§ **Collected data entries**
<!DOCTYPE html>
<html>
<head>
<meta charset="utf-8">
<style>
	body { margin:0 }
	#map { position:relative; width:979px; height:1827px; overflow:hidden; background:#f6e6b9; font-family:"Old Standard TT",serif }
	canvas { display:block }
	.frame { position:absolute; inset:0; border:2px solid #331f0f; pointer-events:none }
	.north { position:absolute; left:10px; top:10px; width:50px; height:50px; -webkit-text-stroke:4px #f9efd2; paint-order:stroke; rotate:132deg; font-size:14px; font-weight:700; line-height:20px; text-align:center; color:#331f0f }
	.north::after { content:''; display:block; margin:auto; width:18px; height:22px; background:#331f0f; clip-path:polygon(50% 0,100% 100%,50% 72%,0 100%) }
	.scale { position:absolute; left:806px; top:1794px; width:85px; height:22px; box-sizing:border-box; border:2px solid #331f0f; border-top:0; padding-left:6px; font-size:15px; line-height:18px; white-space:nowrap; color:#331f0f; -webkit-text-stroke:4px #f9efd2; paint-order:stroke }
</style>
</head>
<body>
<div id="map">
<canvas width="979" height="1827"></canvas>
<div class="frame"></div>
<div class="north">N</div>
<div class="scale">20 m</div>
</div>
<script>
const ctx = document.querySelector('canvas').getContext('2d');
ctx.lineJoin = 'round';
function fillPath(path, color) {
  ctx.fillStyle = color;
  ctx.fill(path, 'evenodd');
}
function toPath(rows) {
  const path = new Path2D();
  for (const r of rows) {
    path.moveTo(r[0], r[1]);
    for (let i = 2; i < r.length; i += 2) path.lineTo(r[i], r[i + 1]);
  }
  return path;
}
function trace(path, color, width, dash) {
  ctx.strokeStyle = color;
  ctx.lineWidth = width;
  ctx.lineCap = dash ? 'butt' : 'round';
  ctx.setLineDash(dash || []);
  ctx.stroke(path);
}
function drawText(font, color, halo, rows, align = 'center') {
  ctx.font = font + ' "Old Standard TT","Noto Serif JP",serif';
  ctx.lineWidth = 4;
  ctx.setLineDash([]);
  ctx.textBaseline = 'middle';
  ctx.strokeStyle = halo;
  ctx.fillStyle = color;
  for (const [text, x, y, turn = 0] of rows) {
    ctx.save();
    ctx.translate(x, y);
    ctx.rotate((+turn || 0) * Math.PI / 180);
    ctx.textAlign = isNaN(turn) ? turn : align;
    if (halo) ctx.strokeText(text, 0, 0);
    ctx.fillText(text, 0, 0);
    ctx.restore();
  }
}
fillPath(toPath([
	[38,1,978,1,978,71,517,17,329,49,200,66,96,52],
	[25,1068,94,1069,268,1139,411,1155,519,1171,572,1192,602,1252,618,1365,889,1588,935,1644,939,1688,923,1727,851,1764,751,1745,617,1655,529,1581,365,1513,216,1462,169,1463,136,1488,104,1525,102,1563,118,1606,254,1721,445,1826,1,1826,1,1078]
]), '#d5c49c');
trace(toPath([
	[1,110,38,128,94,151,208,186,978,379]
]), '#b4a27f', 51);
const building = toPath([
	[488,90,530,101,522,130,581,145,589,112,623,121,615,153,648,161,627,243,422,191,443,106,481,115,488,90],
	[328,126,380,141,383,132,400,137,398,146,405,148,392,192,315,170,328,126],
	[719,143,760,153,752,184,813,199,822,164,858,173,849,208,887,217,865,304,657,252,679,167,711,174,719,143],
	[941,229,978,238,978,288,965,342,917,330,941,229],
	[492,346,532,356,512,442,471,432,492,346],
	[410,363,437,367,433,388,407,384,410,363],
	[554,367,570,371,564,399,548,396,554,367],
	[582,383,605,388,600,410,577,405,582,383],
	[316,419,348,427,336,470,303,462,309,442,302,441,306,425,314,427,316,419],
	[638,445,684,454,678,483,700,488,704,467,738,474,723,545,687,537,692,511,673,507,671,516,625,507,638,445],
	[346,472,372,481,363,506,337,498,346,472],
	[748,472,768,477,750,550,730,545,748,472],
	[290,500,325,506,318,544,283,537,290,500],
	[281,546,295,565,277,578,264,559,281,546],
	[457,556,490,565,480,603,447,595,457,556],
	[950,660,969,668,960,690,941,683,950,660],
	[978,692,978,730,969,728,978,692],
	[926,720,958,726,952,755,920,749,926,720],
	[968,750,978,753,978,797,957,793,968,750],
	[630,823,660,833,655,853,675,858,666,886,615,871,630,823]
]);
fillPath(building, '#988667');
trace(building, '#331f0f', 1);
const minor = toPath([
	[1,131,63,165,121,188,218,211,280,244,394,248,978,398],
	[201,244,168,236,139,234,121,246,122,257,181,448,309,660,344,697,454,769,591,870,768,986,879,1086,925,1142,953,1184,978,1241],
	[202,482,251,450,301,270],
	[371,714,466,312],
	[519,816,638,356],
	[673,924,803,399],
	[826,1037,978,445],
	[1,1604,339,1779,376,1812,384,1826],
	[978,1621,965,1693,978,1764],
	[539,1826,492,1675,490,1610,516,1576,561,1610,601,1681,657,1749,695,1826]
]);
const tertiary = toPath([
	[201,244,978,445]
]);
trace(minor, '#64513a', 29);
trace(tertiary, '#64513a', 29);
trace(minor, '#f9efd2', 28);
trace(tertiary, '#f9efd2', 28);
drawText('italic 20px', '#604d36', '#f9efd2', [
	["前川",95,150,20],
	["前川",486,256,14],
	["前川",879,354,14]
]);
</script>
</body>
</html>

§ **Problem to solve**
Your reply is to repeat, unchanged, the lines above running from the one with "ctx.lineWidth = width;" up to and including the one with "ctx.textAlign = isNaN(turn)".

§ **Exercise response**
  ctx.lineWidth = width;
  ctx.lineCap = dash ? 'butt' : 'round';
  ctx.setLineDash(dash || []);
  ctx.stroke(path);
}
function drawText(font, color, halo, rows, align = 'center') {
  ctx.font = font + ' "Old Standard TT","Noto Serif JP",serif';
  ctx.lineWidth = 4;
  ctx.setLineDash([]);
  ctx.textBaseline = 'middle';
  ctx.strokeStyle = halo;
  ctx.fillStyle = color;
  for (const [text, x, y, turn = 0] of rows) {
    ctx.save();
    ctx.translate(x, y);
    ctx.rotate((+turn || 0) * Math.PI / 180);
    ctx.textAlign = isNaN(turn) ? turn : align;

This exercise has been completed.